The event was attended by almost 150 people and, scheduled on the cusp of the American Library Association Mid-Winter Conference, also drew attendees from as far as North
Carolina, Florida, Colorado, and Washington.
The
event was kicked off with a brief welcome by Library Company Director John Van
Horne and an introduction by Erin Engle, Digital Archivist with the National
Digital Information Infrastructure and Preservation Program (NDIIPP) at the
Library of Congress. Engle gave an
overview of the NDSA’s structure and mission, emphasizing the organization’s advocacy
on behalf of members and the resulting reports, guidance materials, meetings,
events, and webinars. As an example, she cited the “2014 National Agenda for
Digital Stewardship,” an insightful look into the current state of digital
preservation, trends, and guidance for decision-makers and funders.
This was
followed by a compelling keynote by Emily Gore, DPLA Director for Content,
entitled "Building the Digital Public Library of America: Successes,
Challenges and Future Directions." The theme of sustainability emerged as
she described the development of the DPLA and how it became clear that the hub
model was the best strategy for the long-term success of the project. The
establishment of hubs to aggregate content for DPLA will be more feasible than to
attempt to manage the assets of innumerable individual institutions centrally. DPLA
has tasked those repositories that wish to contribute content with the
management of data aggregation, metadata consistency, continual repository services,
promoting new digitization, encouraging community engagement, and
self-evaluation for the improvement of existing and development of new DPLA
hubs.
The keynote was followed by a series of lightning
talks that focused on standards for preservation, digitization, and
description. A comprehensive list of the issues that must be addressed in any collaborative
digitization strategy emerged from these sessions; attendees agreed that
consistency could ensure success where conformity was unattainable.

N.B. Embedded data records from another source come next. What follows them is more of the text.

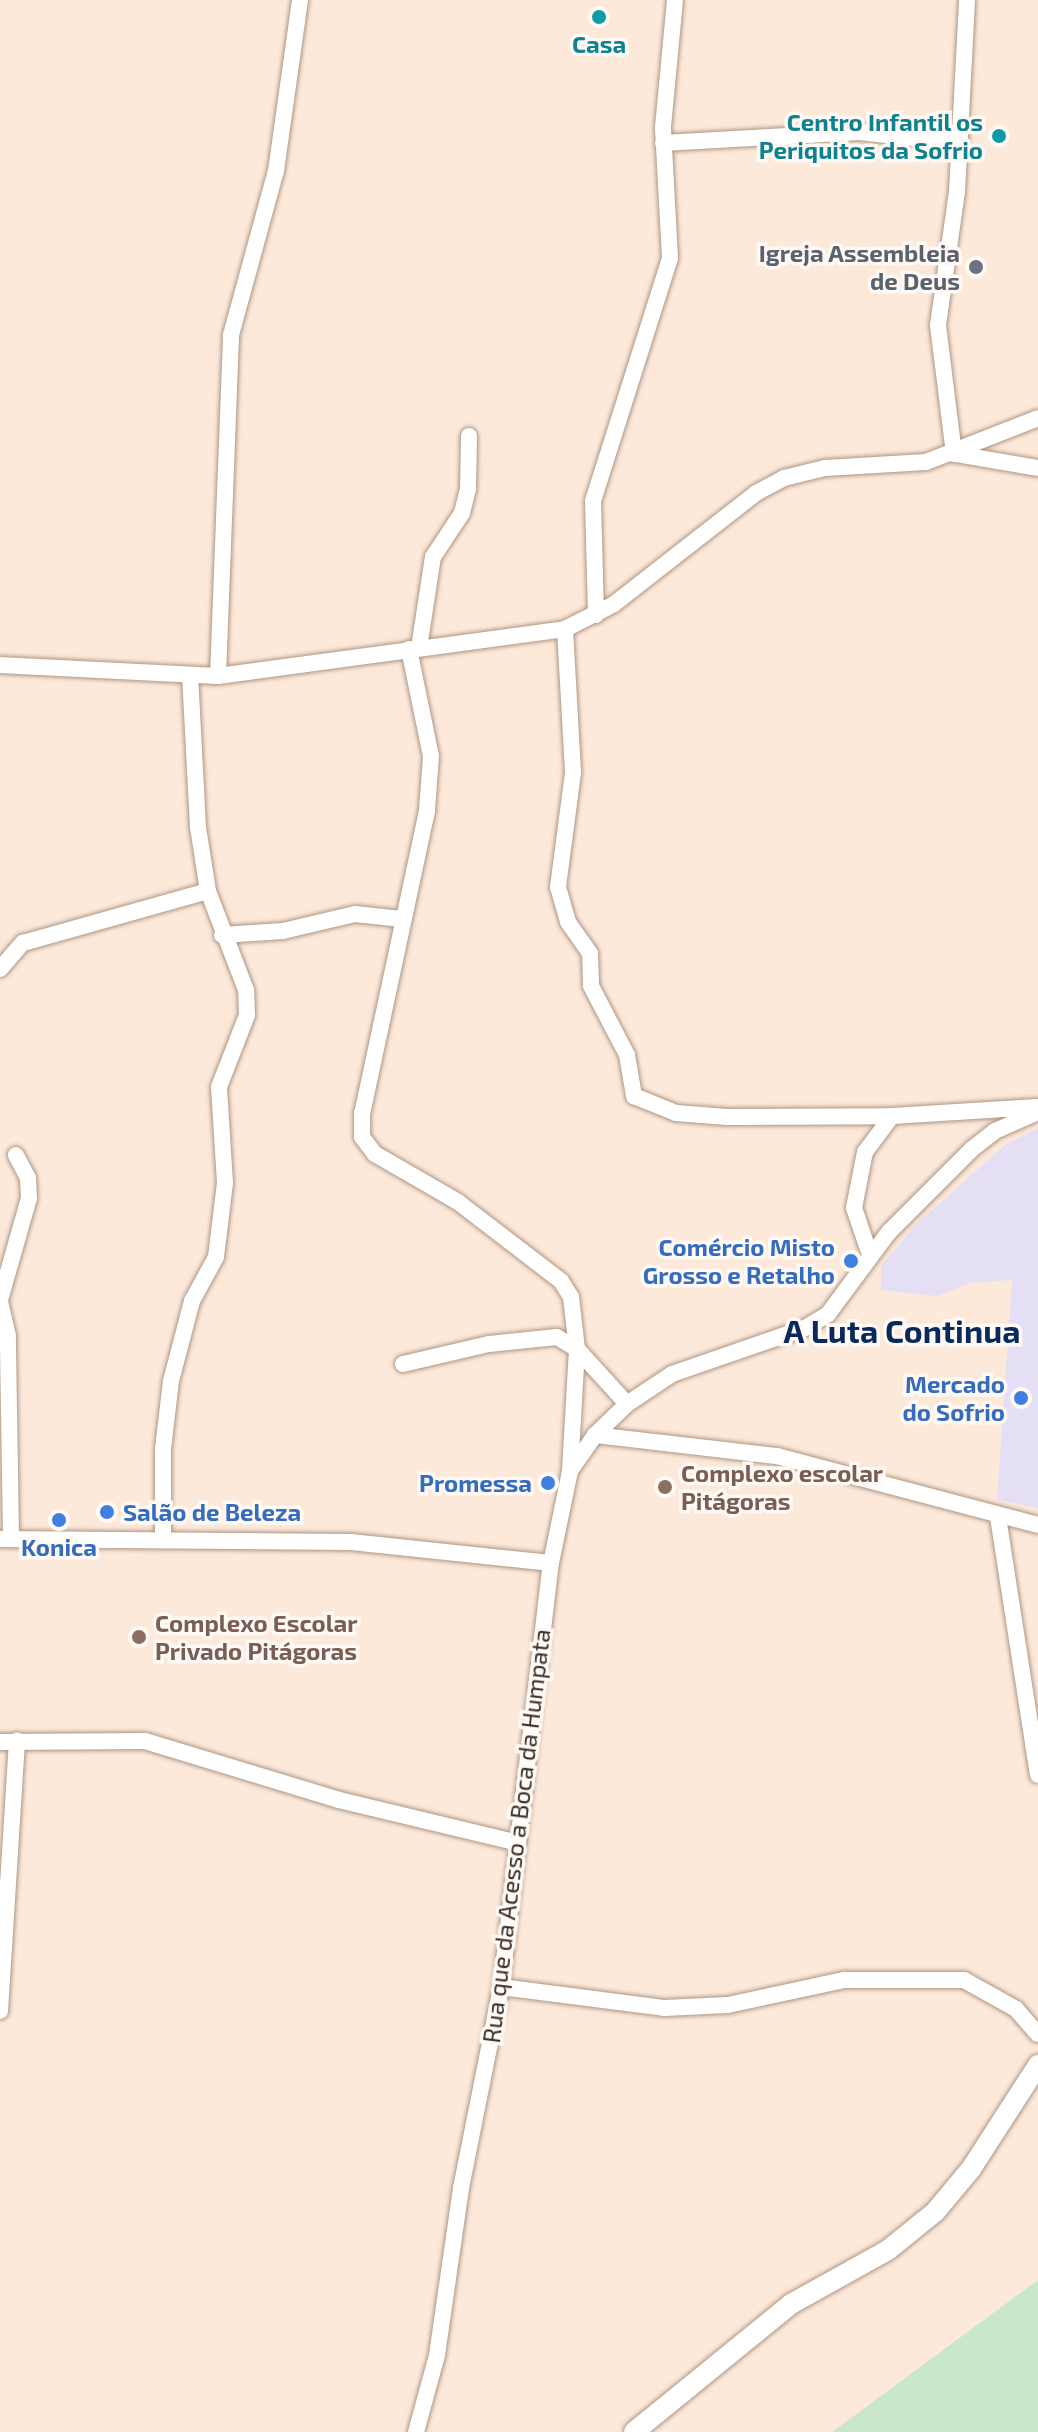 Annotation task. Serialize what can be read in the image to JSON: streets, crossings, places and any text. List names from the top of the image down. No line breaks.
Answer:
{"streets":{"street":["Rua que da Acesso a Boca da Humpata"]},"districts":["A Luta Continua"],"places":["Casa","Centro Infantil os Periquitos da Sofrio","Igreja Assembleia de Deus","Comércio Misto Grosso e Retalho","Mercado do Sofrio","Promessa","Complexo escolar Pitágoras","Salão de Beleza","Konica","Complexo Escolar Privado Pitágoras"]} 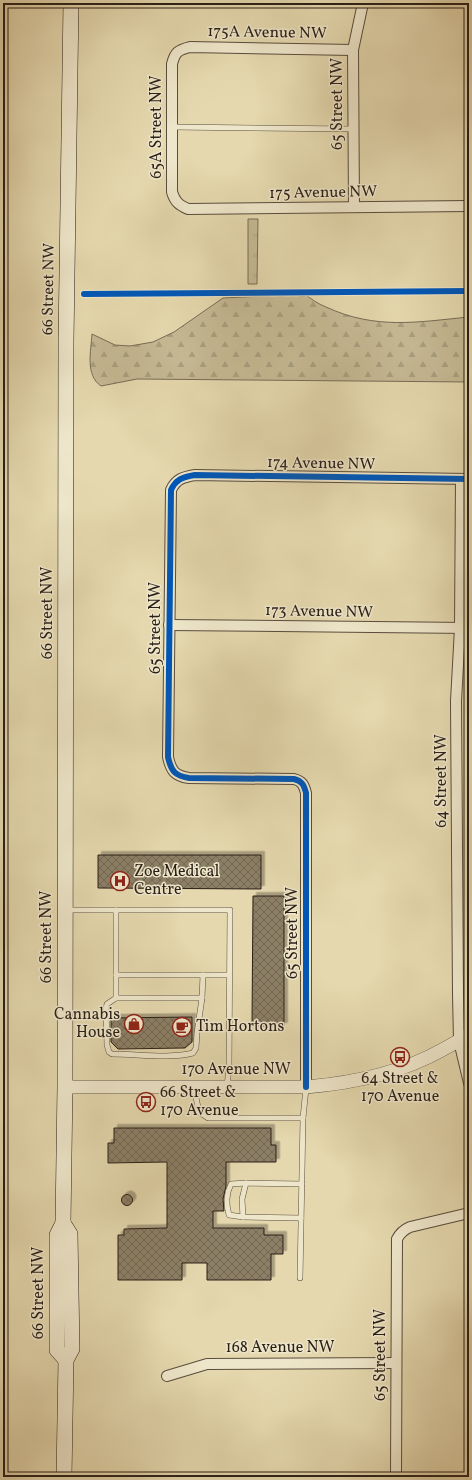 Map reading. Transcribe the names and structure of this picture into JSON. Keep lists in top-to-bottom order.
{
  "streets": {
    "main road": ["66 Street NW"],
    "street": [
      "175A Avenue NW",
      "65 Street NW",
      "65A Street NW",
      "175 Avenue NW",
      "174 Avenue NW",
      "173 Avenue NW",
      "64 Street NW",
      "170 Avenue NW",
      "168 Avenue NW"
    ]
  },
  "crossings": [
    ["175A Avenue NW", "65 Street NW"],
    ["175A Avenue NW", "65A Street NW"],
    ["65 Street NW", "175 Avenue NW"],
    ["65 Street NW", "174 Avenue NW"],
    ["65 Street NW", "173 Avenue NW"],
    ["65 Street NW", "170 Avenue NW"],
    ["65 Street NW", "168 Avenue NW"],
    ["65A Street NW", "175 Avenue NW"],
    ["66 Street NW", "170 Avenue NW"],
    ["174 Avenue NW", "64 Street NW"],
    ["173 Avenue NW", "64 Street NW"],
    ["64 Street NW", "170 Avenue NW"]
  ],
  "places": {
    "hospital": ["Zoe Medical Centre"],
    "shop": ["Cannabis House"],
    "cafe": ["Tim Hortons"],
    "bus stop": ["64 Street & 170 Avenue", "66 Street & 170 Avenue"]
  }
}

Meg Phillips, National Archives and Records
Administration External Affairs Liaison, presented on NDSA Levels of Digital Preservation, “a tiered set of recommendations for how
organizations should begin to build or enhance their digital preservation
activities.” She emphasized the importance of this document as a tool for
self-assessment, program planning, and institutional advocacy, and as a way to
open communication with content creators. The success of the document lies in a
simple descriptive format that is content-agnostic. It includes four levels of
preservation—protect your data, know your data, monitor your data, and repair your
data—across five functions: storage and geographic location, file fixity and
data integrity, information security, metadata, and file formats.

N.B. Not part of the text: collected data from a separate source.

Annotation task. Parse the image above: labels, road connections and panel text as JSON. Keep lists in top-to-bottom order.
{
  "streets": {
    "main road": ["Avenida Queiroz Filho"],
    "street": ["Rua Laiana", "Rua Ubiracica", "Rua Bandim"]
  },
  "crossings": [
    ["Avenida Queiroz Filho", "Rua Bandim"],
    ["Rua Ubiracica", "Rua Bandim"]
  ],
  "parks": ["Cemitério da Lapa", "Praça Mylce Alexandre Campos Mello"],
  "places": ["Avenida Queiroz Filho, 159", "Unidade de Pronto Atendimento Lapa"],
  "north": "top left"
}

Ian Bogus, MacDonald Curator of Preservation at
the University of Pennsylvania Libraries, gave a talk entitled “Why Create a
Standard on Digitization? An Experience
Creating the Association for Library Collections and
Technical Services (ALCTS) Minimum Digitization Capture Recommendation.” The goal of this project was to establish an acceptable
minimum standard to ensure sustainability and viability into the future. The guiding
principles of the project were to create a standard which was high enough to
meet adequacy, in line with other recommendations and projects, basic enough
for novices to use, and accurate enough for experts and did not duplicate existing
work.
The evening concluded with a fun discussion on
metadata, which nonetheless had serious undertones. George Blood of George
Blood Audio|Video|Film discussed how we as librarians are “describing ourselves
to death” and what he saw as “the failures of metadata.” He began by
affirming that he is a metadata pessimist because no one asks “What problem are
we trying to solve?” or “What are we trying to provide metadata for?” Most
metadata is collected “just because we can” and because of this we do not test
our metadata. The variety of metadata standards across and within institutions
is staggering. Sometimes metadata standardization costs more than digitization
itself. Blood encouraged the audience to consider what a standard is, whether a
standard needs to be perfect, the implications of local modifications, and
whether there is a one-size-fits-all solution.

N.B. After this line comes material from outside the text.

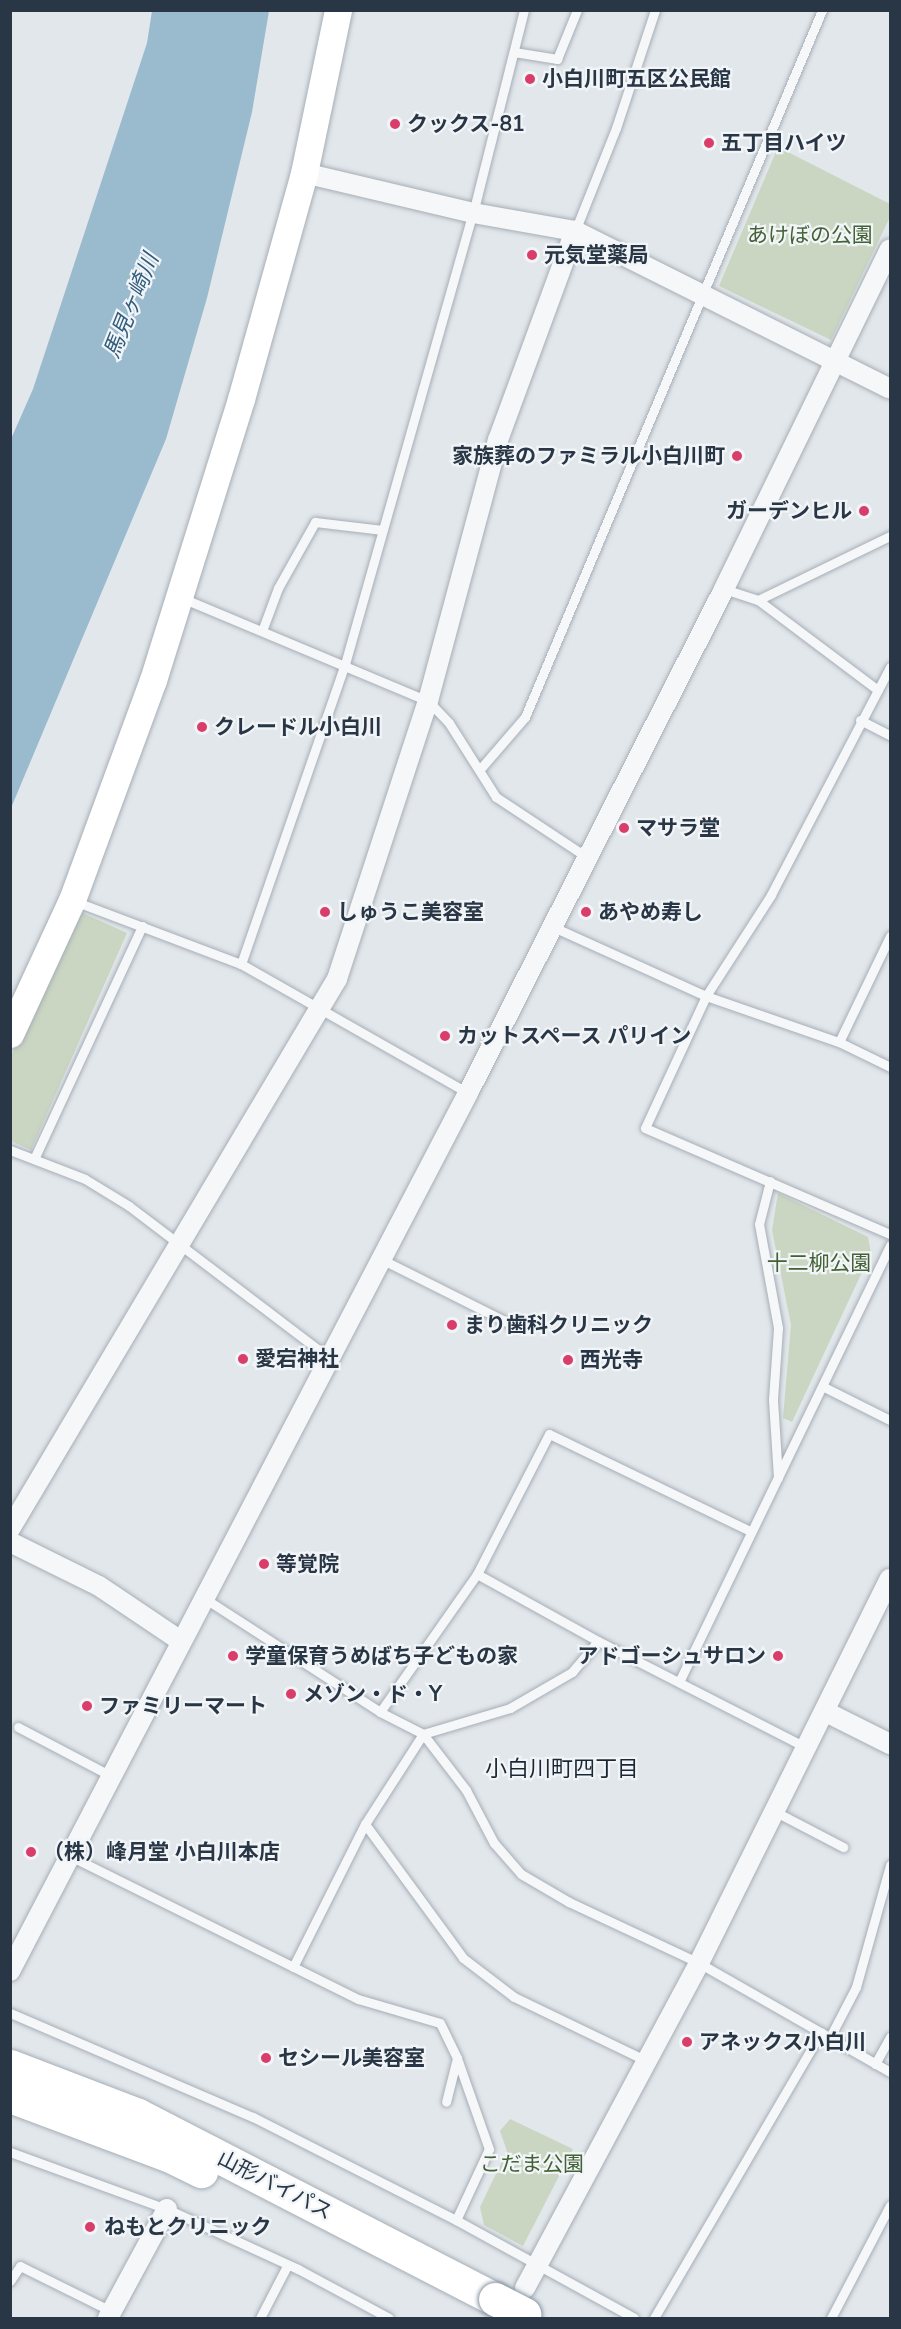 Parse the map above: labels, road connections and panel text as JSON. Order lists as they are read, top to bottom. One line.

For the next day’s “unconference,” approximately
50 attendees convened to propose and vote on sessions. The largest sessions included “Making the
case for digital preservation,” “Let’s discuss a consortium data center,” and
“How do we approach becoming a regional hub of DPLA?” The smaller breakout
sessions included discussions on minimal standards for archival description,
engaging leadership and encouraging organizational responsibility for digital
projects, approaching rights and access issues, metrics for evaluation of digital
archival resources, new technologies in digitization, and teaching digital preservation
in library science and graduate archival programs. Notes from these sessions
will be forthcoming on the event web page.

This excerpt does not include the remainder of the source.